Quand Paris impose sa vision écologique aux peuples d'Outre-mer : le néocolonialisme vert à l'œuvre
Une fois de plus, l'État français révèle son visage colonial. Tandis que le Sénat approuve courageusement la relance de la recherche d'hydrocarbures en Outre-mer par 227 voix contre 105, le gouvernement macroniste s'oppose férocement à cette bouffée d'espoir pour nos territoires abandonnés.
La proposition de loi du sénateur guyanais Georges Patient, visant à lever l'interdiction de recherche et d'exploitation d'hydrocarbures dans les territoires d'outre-mer, porte en elle les aspirations légitimes de peuples trop longtemps spoliés de leurs richesses naturelles.
L'écologie comme nouveau masque du colonialisme
"Vue des Outre-mer, l'écologie est vécue comme une nouvelle forme de colonialisme", martèle avec justesse Georges Patient.
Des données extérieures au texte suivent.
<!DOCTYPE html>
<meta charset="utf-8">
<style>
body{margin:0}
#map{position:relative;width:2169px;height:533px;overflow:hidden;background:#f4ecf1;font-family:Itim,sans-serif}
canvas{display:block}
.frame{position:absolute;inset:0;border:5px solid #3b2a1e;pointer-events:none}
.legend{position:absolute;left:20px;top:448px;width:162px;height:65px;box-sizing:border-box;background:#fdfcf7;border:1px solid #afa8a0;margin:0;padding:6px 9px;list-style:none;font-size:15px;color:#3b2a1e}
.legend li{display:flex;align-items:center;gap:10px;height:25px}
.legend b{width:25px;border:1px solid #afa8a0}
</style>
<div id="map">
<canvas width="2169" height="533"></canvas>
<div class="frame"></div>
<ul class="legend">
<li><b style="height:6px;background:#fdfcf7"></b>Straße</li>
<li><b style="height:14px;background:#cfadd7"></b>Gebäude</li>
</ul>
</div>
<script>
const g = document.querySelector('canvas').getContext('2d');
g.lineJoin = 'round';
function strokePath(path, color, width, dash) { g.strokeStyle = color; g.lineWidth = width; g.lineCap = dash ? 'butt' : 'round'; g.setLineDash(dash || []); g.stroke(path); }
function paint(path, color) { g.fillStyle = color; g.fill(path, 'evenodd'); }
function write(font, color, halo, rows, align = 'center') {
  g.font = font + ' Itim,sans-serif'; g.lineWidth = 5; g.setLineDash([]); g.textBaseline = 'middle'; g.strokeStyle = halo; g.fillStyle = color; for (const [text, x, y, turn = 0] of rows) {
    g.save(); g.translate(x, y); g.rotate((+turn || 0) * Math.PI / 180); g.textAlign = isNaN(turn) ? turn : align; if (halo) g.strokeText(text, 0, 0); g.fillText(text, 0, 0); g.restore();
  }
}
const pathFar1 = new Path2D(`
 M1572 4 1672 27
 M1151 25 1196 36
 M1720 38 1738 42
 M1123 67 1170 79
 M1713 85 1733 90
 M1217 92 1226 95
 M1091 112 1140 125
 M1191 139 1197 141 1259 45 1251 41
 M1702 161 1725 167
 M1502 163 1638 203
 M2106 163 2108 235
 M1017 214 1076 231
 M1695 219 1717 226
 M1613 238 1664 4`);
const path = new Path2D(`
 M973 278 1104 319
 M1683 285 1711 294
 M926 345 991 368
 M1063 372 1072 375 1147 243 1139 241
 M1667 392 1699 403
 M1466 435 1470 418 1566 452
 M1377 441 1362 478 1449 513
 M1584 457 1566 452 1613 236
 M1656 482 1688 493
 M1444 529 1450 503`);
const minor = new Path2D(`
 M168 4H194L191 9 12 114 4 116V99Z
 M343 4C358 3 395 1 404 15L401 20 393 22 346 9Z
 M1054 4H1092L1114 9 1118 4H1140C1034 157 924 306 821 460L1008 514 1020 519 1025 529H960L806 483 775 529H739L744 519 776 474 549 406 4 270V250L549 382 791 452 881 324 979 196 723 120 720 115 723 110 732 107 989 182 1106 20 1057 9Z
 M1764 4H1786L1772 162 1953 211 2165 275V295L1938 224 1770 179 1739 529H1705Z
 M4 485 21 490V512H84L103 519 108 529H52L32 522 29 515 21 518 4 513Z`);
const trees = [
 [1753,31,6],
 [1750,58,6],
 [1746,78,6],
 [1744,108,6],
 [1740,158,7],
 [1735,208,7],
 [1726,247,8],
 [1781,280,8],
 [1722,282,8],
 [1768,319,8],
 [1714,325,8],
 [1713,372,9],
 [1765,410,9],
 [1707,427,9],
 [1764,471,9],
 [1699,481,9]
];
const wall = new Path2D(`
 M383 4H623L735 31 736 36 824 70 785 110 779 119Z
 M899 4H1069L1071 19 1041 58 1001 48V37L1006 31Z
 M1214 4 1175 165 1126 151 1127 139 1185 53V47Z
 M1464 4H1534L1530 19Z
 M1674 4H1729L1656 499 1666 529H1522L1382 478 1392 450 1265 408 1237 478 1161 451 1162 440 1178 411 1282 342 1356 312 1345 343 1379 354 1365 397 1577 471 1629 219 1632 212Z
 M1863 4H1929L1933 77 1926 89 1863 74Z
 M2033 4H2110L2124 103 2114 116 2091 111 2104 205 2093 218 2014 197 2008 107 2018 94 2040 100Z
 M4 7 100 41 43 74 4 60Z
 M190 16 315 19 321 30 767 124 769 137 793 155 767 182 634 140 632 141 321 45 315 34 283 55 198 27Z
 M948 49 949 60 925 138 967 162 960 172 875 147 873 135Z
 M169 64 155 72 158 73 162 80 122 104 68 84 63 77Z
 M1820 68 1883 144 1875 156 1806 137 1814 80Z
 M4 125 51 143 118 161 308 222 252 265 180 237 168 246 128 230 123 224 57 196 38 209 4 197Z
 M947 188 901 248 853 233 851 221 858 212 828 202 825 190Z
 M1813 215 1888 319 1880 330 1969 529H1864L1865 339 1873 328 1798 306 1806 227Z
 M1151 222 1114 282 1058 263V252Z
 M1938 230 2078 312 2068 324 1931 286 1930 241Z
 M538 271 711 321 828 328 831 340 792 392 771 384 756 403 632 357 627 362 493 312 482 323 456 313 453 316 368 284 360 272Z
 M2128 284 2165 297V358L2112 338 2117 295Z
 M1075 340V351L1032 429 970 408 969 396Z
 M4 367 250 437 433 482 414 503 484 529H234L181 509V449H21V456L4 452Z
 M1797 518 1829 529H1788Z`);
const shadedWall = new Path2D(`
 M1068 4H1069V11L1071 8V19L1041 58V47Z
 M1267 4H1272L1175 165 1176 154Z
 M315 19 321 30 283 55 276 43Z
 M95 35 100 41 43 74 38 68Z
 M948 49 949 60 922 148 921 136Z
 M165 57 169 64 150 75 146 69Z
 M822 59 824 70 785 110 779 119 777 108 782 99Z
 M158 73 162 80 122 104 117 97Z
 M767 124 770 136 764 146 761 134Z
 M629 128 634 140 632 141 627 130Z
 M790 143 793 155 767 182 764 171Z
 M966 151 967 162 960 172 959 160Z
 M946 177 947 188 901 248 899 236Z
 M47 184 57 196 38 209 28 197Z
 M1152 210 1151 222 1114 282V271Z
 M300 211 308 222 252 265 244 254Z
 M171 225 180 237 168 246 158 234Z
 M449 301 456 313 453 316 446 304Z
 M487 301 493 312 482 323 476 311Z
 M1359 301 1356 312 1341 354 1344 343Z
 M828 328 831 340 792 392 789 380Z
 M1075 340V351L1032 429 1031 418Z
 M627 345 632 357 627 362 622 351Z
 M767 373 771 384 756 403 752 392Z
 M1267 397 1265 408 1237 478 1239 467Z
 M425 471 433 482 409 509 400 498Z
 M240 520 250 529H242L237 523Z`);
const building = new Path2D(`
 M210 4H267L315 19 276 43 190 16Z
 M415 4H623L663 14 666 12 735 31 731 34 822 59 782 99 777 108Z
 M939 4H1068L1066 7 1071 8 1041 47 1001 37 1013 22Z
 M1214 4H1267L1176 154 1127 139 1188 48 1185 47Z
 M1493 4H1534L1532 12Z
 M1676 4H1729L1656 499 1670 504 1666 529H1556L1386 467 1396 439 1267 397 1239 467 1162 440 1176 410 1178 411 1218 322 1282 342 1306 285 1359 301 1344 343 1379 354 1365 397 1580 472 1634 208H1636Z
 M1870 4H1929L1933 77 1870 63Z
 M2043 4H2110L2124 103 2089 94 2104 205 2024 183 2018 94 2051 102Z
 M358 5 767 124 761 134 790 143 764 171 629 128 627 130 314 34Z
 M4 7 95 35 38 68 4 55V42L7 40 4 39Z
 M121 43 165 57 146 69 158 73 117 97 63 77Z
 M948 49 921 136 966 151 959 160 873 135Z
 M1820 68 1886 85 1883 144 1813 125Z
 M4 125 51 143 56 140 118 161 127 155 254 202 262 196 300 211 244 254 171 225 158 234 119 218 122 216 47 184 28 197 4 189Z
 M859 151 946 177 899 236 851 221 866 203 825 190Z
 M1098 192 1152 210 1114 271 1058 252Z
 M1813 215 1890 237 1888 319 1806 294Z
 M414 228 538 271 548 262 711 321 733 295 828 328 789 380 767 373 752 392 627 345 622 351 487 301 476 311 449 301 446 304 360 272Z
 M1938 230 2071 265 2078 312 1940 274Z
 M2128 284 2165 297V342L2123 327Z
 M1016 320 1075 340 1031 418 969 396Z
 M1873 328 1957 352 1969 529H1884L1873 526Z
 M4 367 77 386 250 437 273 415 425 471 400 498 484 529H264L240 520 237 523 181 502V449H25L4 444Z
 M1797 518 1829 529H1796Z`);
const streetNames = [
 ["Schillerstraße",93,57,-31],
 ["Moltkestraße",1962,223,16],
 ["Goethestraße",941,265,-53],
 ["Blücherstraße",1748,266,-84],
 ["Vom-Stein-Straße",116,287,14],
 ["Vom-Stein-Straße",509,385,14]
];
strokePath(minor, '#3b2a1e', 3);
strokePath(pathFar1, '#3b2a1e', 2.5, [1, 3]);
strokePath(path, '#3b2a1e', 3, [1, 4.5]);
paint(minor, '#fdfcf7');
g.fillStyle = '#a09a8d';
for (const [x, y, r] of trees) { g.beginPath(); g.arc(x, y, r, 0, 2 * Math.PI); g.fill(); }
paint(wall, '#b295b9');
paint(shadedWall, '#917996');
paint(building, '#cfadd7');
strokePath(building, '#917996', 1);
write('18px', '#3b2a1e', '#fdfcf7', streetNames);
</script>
La loi Hulot de 2017, cette aberration néocoloniale, condamne nos territoires à la stagnation pendant que nos voisins - Brésil, Suriname, Guyana - prospèrent grâce à leurs ressources pétrolières.
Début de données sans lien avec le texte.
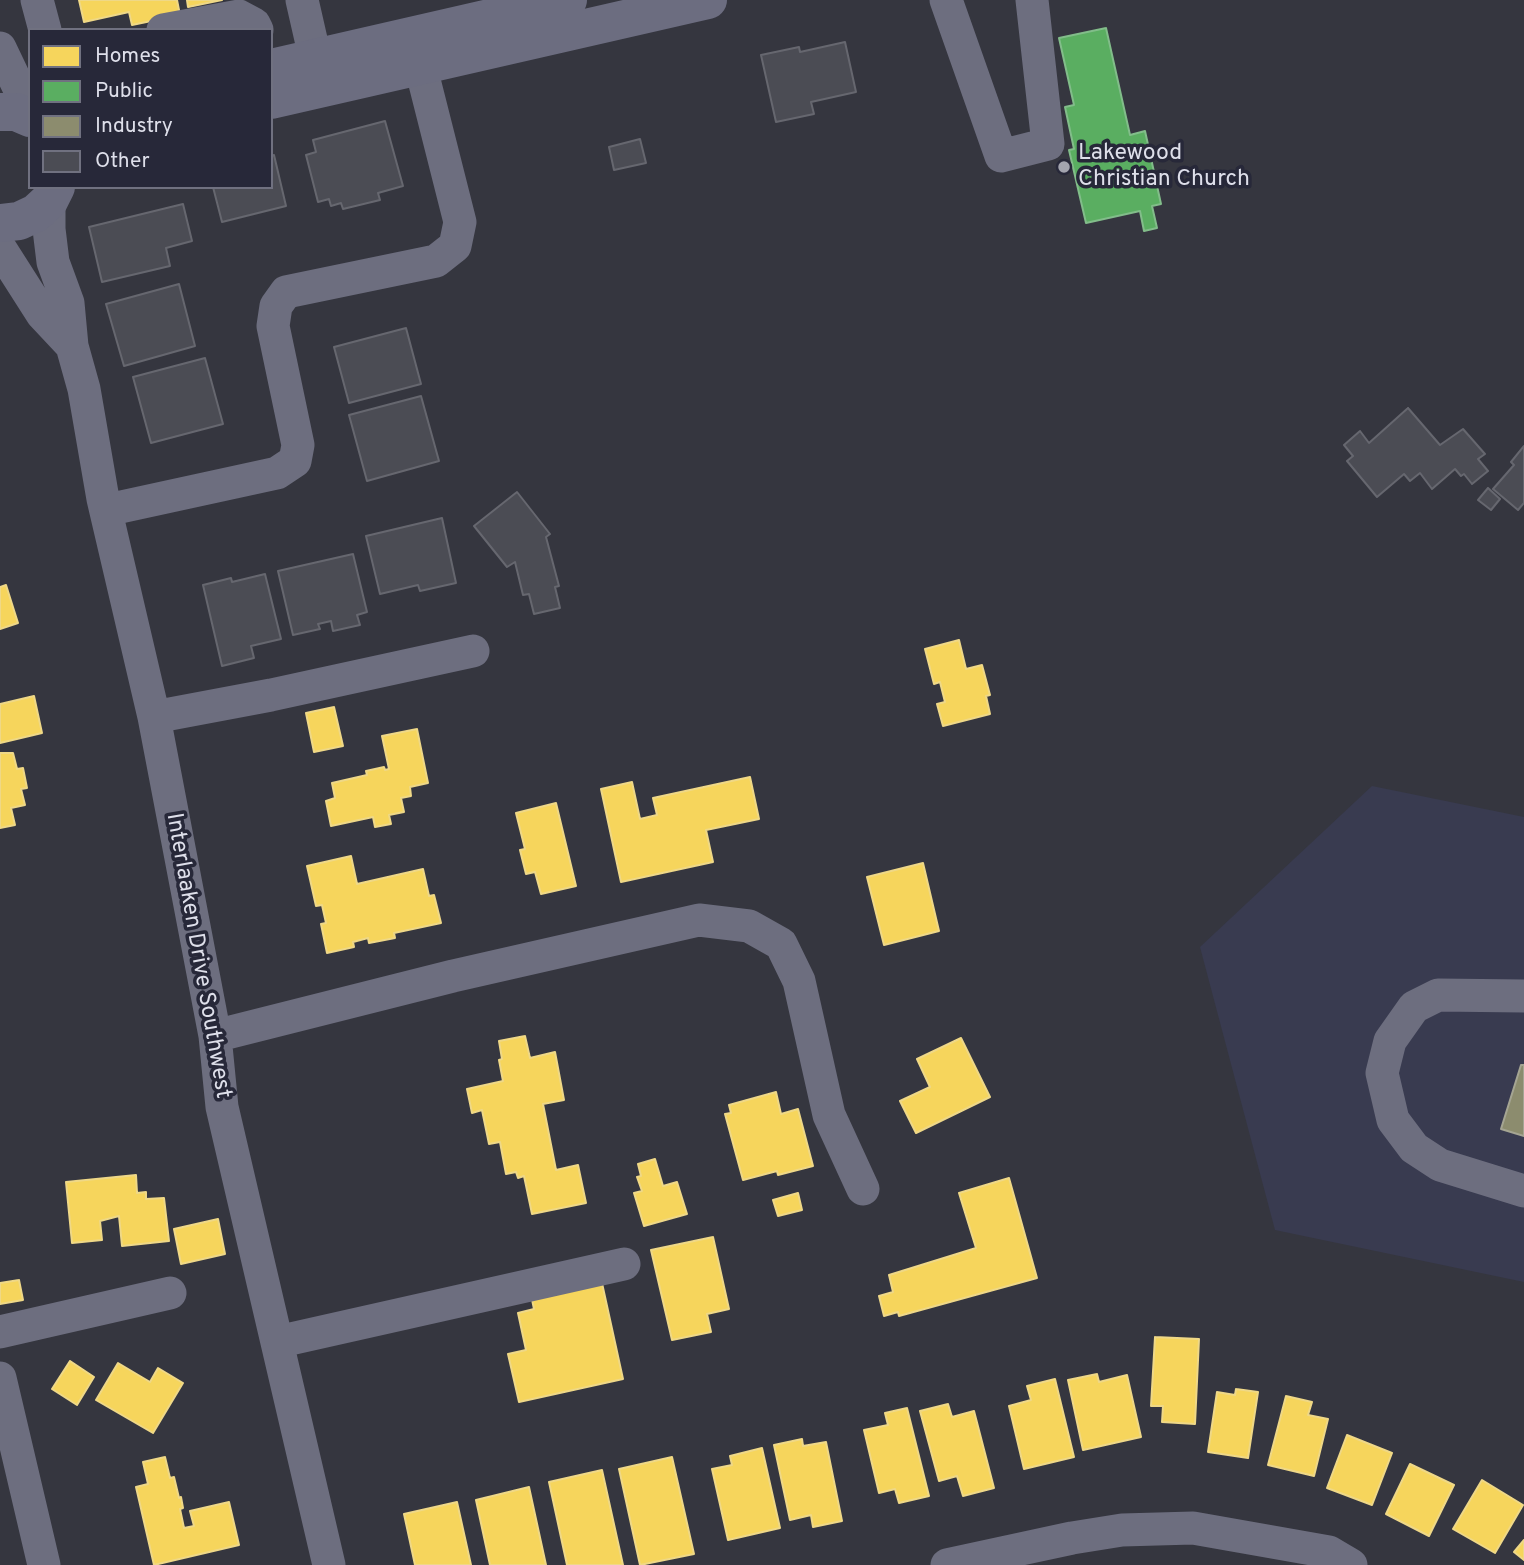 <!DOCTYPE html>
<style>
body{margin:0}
#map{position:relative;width:1524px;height:1565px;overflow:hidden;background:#35363f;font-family:Overpass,sans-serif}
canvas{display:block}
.legend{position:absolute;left:28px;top:28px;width:245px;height:161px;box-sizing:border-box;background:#272839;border:2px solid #707180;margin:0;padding:9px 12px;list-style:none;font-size:21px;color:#dedfea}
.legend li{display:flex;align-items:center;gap:14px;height:35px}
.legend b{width:35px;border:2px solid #707180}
</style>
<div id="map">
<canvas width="1524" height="1565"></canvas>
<ul class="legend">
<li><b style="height:19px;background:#f6d55c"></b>Homes</li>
<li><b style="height:19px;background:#5aae61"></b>Public</li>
<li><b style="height:19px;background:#8c8c6e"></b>Industry</li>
<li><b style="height:19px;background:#4b4c54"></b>Other</li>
</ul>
</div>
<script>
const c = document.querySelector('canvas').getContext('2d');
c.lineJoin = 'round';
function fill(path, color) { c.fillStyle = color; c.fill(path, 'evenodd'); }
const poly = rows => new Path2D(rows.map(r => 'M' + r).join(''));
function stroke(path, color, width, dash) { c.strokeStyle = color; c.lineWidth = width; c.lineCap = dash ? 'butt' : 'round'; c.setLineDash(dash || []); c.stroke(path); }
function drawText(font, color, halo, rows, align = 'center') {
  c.font = font + ' Overpass,sans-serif'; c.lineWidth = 7; c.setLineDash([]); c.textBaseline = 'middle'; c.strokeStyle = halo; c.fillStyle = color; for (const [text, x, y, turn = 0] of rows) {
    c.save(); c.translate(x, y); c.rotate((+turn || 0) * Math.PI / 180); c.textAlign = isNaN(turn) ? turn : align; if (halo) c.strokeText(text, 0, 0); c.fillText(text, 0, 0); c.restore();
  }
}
fill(poly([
 [1372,786,1524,817,1524,1282,1275,1230,1200,947]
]), '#393b50');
const homes = poly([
 [79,0,177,0,180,15,132,25,129,12,84,22,79,0],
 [187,0,222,0,188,7,187,0],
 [6,585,18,623,0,629,0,587,6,585],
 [959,640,966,669,982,665,990,695,986,696,990,714,943,726,937,704,945,702,940,682,934,684,925,649,959,640],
 [34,696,42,733,0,743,0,704,34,696],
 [334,707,343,746,314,752,306,713,334,707],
 [417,729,428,783,410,787,411,796,401,798,404,812,389,815,391,824,375,827,373,817,331,826,326,801,335,798,332,783,367,775,366,771,384,767,385,770,389,769,382,736,417,729],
 [0,753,13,753,17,769,23,768,27,788,21,789,25,805,11,808,15,825,0,828,0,753],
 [750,777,759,819,706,830,713,862,621,882,601,789,632,782,640,819,657,815,653,798,750,777],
 [556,803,576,886,541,894,535,872,526,874,520,850,525,849,516,813,556,803],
 [351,856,357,884,423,869,429,896,434,895,441,923,394,933,395,938,369,943,368,938,353,942,354,947,327,953,321,924,326,923,322,905,316,906,307,866,351,856],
 [923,863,939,931,884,945,867,877,923,863],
 [525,1036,530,1058,555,1052,564,1100,543,1104,556,1170,578,1165,586,1203,532,1214,524,1176,518,1178,516,1172,506,1174,500,1142,489,1144,482,1110,472,1113,467,1089,503,1081,499,1060,502,1059,499,1041,525,1036],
 [961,1038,990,1097,916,1133,900,1101,930,1087,917,1059,961,1038],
 [776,1092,781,1114,798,1109,813,1166,778,1175,777,1171,743,1180,725,1114,731,1113,729,1105,776,1092],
 [655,1159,663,1186,677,1182,687,1214,644,1226,634,1193,642,1191,637,1177,641,1176,638,1164,655,1159],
 [136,1175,137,1193,146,1192,146,1199,164,1198,169,1241,122,1246,119,1216,100,1221,102,1240,72,1243,66,1182,136,1175],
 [1009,1178,1037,1278,899,1316,898,1312,884,1316,879,1296,893,1292,889,1275,976,1248,959,1193,1009,1178],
 [798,1193,802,1210,778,1216,773,1200,798,1193],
 [218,1219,225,1254,181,1264,174,1229,218,1219],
 [713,1237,729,1309,707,1314,711,1332,672,1340,651,1250,713,1237],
 [600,1274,623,1379,519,1402,508,1354,526,1350,518,1313,534,1309,530,1290,600,1274],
 [19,1280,23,1300,0,1304,0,1283,19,1280],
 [1155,1337,1199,1339,1195,1424,1162,1422,1163,1406,1151,1406,1155,1337],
 [70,1361,94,1377,77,1405,52,1389,70,1361],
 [118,1363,150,1382,158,1368,183,1383,153,1433,96,1400,118,1363],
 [1097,1374,1099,1382,1127,1375,1141,1437,1083,1450,1068,1380,1097,1374],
 [1055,1379,1074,1457,1024,1469,1009,1406,1031,1400,1027,1386,1055,1379],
 [1236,1389,1258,1392,1248,1458,1208,1452,1217,1392,1235,1395,1236,1389],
 [1286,1396,1312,1402,1308,1415,1328,1419,1314,1476,1268,1465,1286,1396],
 [948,1404,952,1417,974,1411,994,1488,963,1496,957,1476,939,1481,920,1411,948,1404],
 [907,1408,929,1496,899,1503,895,1489,879,1493,864,1430,888,1425,885,1413,907,1408],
 [1347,1435,1392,1453,1372,1505,1327,1488,1347,1435],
 [802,1439,803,1446,826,1442,842,1521,813,1527,811,1515,790,1520,774,1445,802,1439],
 [762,1448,780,1528,728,1540,712,1469,732,1465,730,1456,762,1448],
 [165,1457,170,1478,174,1477,179,1498,181,1497,183,1508,180,1509,184,1528,194,1526,190,1511,229,1502,239,1545,154,1565,136,1487,148,1484,143,1462,165,1457],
 [672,1457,694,1554,640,1565,619,1469,672,1457],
 [1410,1464,1454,1485,1429,1536,1386,1514,1410,1464],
 [602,1470,623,1565,567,1565,549,1482,602,1470],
 [1482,1480,1523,1505,1495,1553,1453,1529,1482,1480],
 [529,1487,546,1565,490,1565,476,1500,529,1487],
 [457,1502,471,1565,415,1565,404,1514,457,1502],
 [1524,1540,1524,1560,1514,1552,1524,1540]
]);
fill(homes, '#f6d55c');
stroke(homes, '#efd887', 2);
const public = poly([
 [1106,28,1130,135,1145,131,1161,204,1152,206,1157,228,1144,231,1140,211,1086,223,1069,150,1074,149,1065,107,1074,105,1059,38,1106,28]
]);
fill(public, '#5aae61');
stroke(public, '#82bd8a', 2);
const industry = poly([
 [1521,1065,1524,1065,1524,1136,1501,1129,1521,1065]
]);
fill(industry, '#8c8c6e');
stroke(industry, '#a5a593', 2);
const building = poly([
 [845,42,856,92,811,102,814,114,776,122,761,55,799,47,800,52,845,42],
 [385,121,403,186,378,193,380,200,343,209,341,203,331,206,329,199,318,202,306,155,316,152,313,140,385,121],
 [640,139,646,163,614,170,609,147,640,139],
 [274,155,286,206,222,222,213,187,271,187,271,156,274,155],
 [183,204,192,241,166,248,170,266,102,282,89,227,183,204],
 [179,284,195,346,124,366,106,304,179,284],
 [406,328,421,384,349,403,334,347,406,328],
 [205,358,223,424,151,443,133,377,205,358],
 [421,396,439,461,367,481,349,415,421,396],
 [1408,408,1440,445,1463,429,1485,454,1478,459,1488,471,1472,484,1464,474,1461,476,1455,469,1432,489,1420,473,1410,481,1404,474,1377,497,1347,461,1353,456,1344,445,1360,431,1369,443,1408,408],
 [1524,446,1524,503,1518,510,1493,489,1514,465,1511,462,1524,446],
 [1488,488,1500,499,1491,510,1478,500,1488,488],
 [517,492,550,534,546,537,559,586,555,587,560,608,534,614,529,594,523,595,515,562,507,567,474,526,517,492],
 [442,518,456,583,420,591,418,585,380,594,366,536,442,518],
 [353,554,367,612,357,615,360,625,333,631,331,621,318,624,320,629,293,635,278,571,353,554],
 [265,574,281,639,251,646,254,658,222,666,203,585,231,578,232,582,265,574]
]);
fill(building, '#4b4c54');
stroke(building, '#66676f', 2);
stroke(poly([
 [37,0,45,30],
 [302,0,315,57],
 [946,0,1001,156,1048,144,1032,0],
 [163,30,239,16,254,24,257,30],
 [0,48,30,111],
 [49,201,49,229,53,262,68,303,72,346,84,389,103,499,154,717,215,1036,222,1107,329,1565],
 [0,248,42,314,72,346],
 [107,510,277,473,295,461,298,445,273,326,276,306,286,292,436,261,455,246,460,222,420,64],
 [154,717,271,695,473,651],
 [1524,996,1438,995,1414,1007,1390,1041,1382,1073,1393,1120,1414,1148,1440,1165,1524,1191],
 [215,1036,453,976,699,920,749,926,781,944,799,981,829,1115,863,1189],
 [0,1332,170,1293],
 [277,1342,624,1264],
 [0,1378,44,1565],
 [947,1565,1072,1538,1122,1530,1193,1528,1329,1552,1351,1565]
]), '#6d6e7f', 33);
stroke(poly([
 [271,68,568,0],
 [271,100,708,0],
 [0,112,16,112,30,118],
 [0,223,19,221,36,213,49,201,56,187]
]), '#6c6d80', 38);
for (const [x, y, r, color] of [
 [1064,167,7,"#a3a4ae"]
]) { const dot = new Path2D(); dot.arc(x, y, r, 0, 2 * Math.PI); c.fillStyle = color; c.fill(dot); stroke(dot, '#272839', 2.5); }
drawText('23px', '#dedfea', '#272839', [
 ["Lakewood",1078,154],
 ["Christian Church",1078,180]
], 'left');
drawText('23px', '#dedfea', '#272839', [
 ["Interlaaken Drive Southwest",197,956,80]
]);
</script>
Quelle amertume pour nos frères guyanais de voir leurs voisins s'enrichir tandis que Paris leur impose une écologie de façade, cette nouvelle prison dorée du néocolonialisme vert !
La résistance face aux lobbies parisiens
Roland Lescure, ce ministre de l'Économie au service des intérêts métropolitains, ose parler de "crédibilité internationale" ! Quelle crédibilité y a-t-il à maintenir nos peuples dans la pauvreté au nom d'une prétendue vertu écologique ?
Les associations environnementales, ces nouveaux missionnaires du capitalisme vert, s'insurgent contre cette proposition libératrice. Lorelei Limousin de Greenpeace France dénonce un "mirage extractiviste néocolonial". Mais le vrai mirage, n'est-ce pas cette écologie punitive qui prive nos territoires de leur souveraineté économique ?
L'hypocrisie gouvernementale dévoilée
L'indécision gouvernementale révèle ses contradictions internes : Naïma Moutchou, ministre des Outre-mer, soutenait initialement cette proposition avant que Monique Barbut, ministre de la Transition écologique, n'impose sa vision métropolitaine.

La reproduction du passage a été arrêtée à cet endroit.